Meine letzte Woche Schwarzwald bricht an. Kommende Woche ziehen wir weiter nach Bremen, da gehen die Dreharbeiten dann weiter. Ich war hier jetzt gute drei Wochen und auch wenn ich den einen oder anderen Spaziergang gemacht habe, blieben meine Vorsätze, wie ich meine wenige Freizeit hier gestalte (Joggen! Wandern! Schwarzwalderlebnis!) mehr Wunsch als Realität. Ich ertappe mich immer wieder dabei große Pläne zu machen und sie dann doch nicht zu erreichen. Nunja, ich versuche damit Frieden zu schließen. Gestern war ich immerhin zum ersten Mal joggen.

Apropos große Pläne: In gut drei Monaten ist die Bundestagswahl und die Meinungen, wer denn nun wie hoch die Wahl gewinnen wird, ändert sich in einem ähnlichen Hin-und-her wie noch vor 4 Jahren, als es sieben Monate vor der Wahl noch so aussah, als könnte Martin Schulz Bundeskanzler werden. Ein wirklich irrer Gedanke, so in der Nachbetrachtung. 

Annalena Baerbock könnte ein ähnliches Schicksal widerfahren. Es ist nur zwei Monate her, dass sie von der Presse über den Klee gelobt wurde, inkl. Coverstories über sie mit Titeln wie „Frau für alle Fälle“ (SPIEGEL, 24.04)  oder „Endlich anders“ (Stern, 22.04).
Heute wird stattdessen von manchen Kommentatoren ernsthaft diskutiert, ob sie nicht doch Robert Habeck den Vortritt lassen sollte. Die journalistische Schnappatmung geht mir ein wenig auf den Keks.

Und wie sähen überhaupt die derzeitigen Umfragewerte aus, wenn die (erste) Maskenaffäre der CDU/CSU nicht im März, sondern jetzt gewesen wäre? Oder die Aserbaidschan-Affäre? Da die CDU/CSU ja immer für n Skandal gut ist, glaube ich, das noch einiges passieren kann, zumindest auf Seiten der christlich demokratischen Selbstdemontage. Aber all das ändert nichts an Kanzler Laschet, wenn es mit den Grünen nicht aufwärts geht.

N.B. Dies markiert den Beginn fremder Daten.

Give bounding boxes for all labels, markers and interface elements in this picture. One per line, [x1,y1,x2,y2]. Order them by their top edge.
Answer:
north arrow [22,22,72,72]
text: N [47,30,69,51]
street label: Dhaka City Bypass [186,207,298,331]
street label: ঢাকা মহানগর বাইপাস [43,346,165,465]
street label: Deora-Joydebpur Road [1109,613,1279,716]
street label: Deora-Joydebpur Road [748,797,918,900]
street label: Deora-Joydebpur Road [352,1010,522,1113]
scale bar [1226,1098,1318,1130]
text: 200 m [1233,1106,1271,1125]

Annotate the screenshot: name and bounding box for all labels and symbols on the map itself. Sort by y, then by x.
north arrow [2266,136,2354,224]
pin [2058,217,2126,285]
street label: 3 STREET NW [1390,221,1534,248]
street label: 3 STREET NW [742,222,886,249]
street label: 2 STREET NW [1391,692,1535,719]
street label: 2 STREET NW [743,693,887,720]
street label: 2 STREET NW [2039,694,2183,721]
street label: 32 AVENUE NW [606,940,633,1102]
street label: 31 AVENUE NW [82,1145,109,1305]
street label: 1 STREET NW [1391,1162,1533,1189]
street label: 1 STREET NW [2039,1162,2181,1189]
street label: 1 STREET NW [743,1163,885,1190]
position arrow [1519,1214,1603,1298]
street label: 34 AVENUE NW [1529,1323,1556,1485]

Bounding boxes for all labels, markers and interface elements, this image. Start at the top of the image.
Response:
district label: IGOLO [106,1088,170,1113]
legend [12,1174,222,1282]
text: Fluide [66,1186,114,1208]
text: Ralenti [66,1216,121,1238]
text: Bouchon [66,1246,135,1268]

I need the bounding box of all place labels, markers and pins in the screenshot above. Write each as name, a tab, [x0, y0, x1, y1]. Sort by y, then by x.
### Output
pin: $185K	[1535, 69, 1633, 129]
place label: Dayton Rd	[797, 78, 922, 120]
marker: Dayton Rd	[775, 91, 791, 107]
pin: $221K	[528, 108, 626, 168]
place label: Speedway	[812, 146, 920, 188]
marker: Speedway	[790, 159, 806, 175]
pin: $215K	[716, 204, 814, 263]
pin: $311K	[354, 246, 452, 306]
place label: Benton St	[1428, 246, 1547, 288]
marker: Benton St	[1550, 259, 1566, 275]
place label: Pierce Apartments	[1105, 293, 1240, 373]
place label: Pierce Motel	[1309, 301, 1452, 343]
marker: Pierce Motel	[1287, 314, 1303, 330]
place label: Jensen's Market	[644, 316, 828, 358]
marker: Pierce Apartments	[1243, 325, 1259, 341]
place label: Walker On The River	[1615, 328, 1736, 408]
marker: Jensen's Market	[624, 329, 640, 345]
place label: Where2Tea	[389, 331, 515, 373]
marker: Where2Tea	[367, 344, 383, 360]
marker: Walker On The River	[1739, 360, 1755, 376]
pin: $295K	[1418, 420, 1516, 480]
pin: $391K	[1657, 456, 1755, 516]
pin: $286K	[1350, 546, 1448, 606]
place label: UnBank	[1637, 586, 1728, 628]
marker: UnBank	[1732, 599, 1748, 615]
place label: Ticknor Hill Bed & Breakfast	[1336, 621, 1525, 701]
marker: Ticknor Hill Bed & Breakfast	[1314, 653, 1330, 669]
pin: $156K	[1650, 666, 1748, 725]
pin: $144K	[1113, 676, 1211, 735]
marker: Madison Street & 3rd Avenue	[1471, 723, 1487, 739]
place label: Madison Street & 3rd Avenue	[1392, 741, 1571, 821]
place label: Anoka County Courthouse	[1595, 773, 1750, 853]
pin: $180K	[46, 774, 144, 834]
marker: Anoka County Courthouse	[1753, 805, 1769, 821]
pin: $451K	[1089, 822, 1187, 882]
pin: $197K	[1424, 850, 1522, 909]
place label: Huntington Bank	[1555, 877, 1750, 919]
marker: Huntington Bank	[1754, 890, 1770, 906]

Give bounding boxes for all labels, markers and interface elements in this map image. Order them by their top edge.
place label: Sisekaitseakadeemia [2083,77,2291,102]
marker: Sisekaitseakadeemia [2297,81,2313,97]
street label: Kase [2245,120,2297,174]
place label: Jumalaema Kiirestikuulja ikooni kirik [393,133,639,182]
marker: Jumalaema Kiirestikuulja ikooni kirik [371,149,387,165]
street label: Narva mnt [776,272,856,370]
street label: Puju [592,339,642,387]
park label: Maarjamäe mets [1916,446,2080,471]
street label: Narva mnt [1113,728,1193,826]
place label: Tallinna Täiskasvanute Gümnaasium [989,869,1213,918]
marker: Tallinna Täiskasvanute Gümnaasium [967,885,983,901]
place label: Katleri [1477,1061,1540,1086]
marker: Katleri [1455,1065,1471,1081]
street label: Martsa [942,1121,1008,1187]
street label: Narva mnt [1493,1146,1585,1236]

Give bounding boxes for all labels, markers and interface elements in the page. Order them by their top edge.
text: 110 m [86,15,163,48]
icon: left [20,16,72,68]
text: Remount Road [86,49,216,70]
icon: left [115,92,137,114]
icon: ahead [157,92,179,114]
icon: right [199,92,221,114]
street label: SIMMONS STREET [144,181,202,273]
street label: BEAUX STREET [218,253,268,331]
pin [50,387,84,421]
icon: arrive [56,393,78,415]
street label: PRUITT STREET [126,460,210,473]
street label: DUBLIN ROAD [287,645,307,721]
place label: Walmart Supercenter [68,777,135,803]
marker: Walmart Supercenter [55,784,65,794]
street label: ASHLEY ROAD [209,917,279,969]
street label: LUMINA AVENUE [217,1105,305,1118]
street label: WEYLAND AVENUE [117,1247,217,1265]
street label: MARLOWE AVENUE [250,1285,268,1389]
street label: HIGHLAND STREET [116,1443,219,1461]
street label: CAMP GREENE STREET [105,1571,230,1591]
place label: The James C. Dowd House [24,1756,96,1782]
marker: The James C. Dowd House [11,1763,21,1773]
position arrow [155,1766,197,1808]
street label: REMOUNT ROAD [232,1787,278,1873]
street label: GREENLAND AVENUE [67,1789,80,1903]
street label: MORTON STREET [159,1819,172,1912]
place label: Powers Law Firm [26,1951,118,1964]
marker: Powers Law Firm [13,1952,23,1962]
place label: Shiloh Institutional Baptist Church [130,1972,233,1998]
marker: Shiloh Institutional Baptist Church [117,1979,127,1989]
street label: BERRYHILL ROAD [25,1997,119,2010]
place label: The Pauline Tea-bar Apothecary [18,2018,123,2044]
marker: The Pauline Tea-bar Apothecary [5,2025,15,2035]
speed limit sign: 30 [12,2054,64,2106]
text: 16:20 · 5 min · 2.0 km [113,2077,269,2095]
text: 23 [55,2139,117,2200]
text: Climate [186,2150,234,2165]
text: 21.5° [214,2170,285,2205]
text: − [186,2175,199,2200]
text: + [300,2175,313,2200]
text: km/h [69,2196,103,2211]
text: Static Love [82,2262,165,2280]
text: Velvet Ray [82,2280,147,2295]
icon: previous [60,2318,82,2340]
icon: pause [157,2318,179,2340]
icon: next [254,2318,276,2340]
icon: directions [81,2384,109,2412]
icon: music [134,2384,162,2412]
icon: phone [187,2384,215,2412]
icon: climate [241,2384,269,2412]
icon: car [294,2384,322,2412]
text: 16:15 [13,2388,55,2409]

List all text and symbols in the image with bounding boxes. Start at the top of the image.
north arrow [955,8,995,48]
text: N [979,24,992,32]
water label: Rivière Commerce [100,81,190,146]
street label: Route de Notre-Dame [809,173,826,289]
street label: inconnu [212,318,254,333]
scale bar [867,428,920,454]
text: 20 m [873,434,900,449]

Falls es noch eine grüne Kanzlerin geben soll, müssen sie es schaffen einen anderen Spin auf ihre politischen Vorhaben zu bringen. Dass wir uns lösen von Spritpreisen und Flugverboten und zurück kommen zum Wesentlichen, zur eigentlichen Erzählung. Green Storytelling. Bei Baerbrocks gestriger Rede war schon zu spüren, dass sie den Versuch macht, diese Einzelthemen als Schutz der Freiheit zukünftiger Generationen zu framen – eben genau so, wie es das Bundesverfassungsgericht eben auch der Bundesregierung aufgetragen hat (Öffnet in neuem Fenster).
Das ist folgerichtig, ich bezweifle aber, dass bei einer Mehrheit der wahlberechtigen Bevölkerung so viel fundamentaler Erklärungs(nachhol)bedarf bis September geleistet werden kann.

Du schreibst: 

„Wenn nicht einmal die existentiellste Krise in der Geschichte der Menschheit zu einem Moment des Ma führt, der die notorische Lust am Lügen löscht, wird es keine Krise vermögen. Bereits 16 Cent sind eine Herausforderung, an der wir scheitern. Wir sind schlicht nicht in der Lage, uns dieser Krise so zu stellen, dass wir sie aktiv beheben könnten.“

Ja, 16 Cent sind eine Herausforderung. 16 Cent pro Liter Benzin heißt für viele Menschen, die auf ein Auto angewiesen sind (Pendler, Menschen in ländlichen Gebieten) leicht 50 Euro mehr im Monat. Teilweise auch noch mehr, da ja auch viele Leute noch alte Autos fahren, die mehr Sprit schlucken.
Ist das notwendig für den Klimaschutz? Ja.
Braucht es trotzdem viel Erklärungsbedarf? Ich glaube schon.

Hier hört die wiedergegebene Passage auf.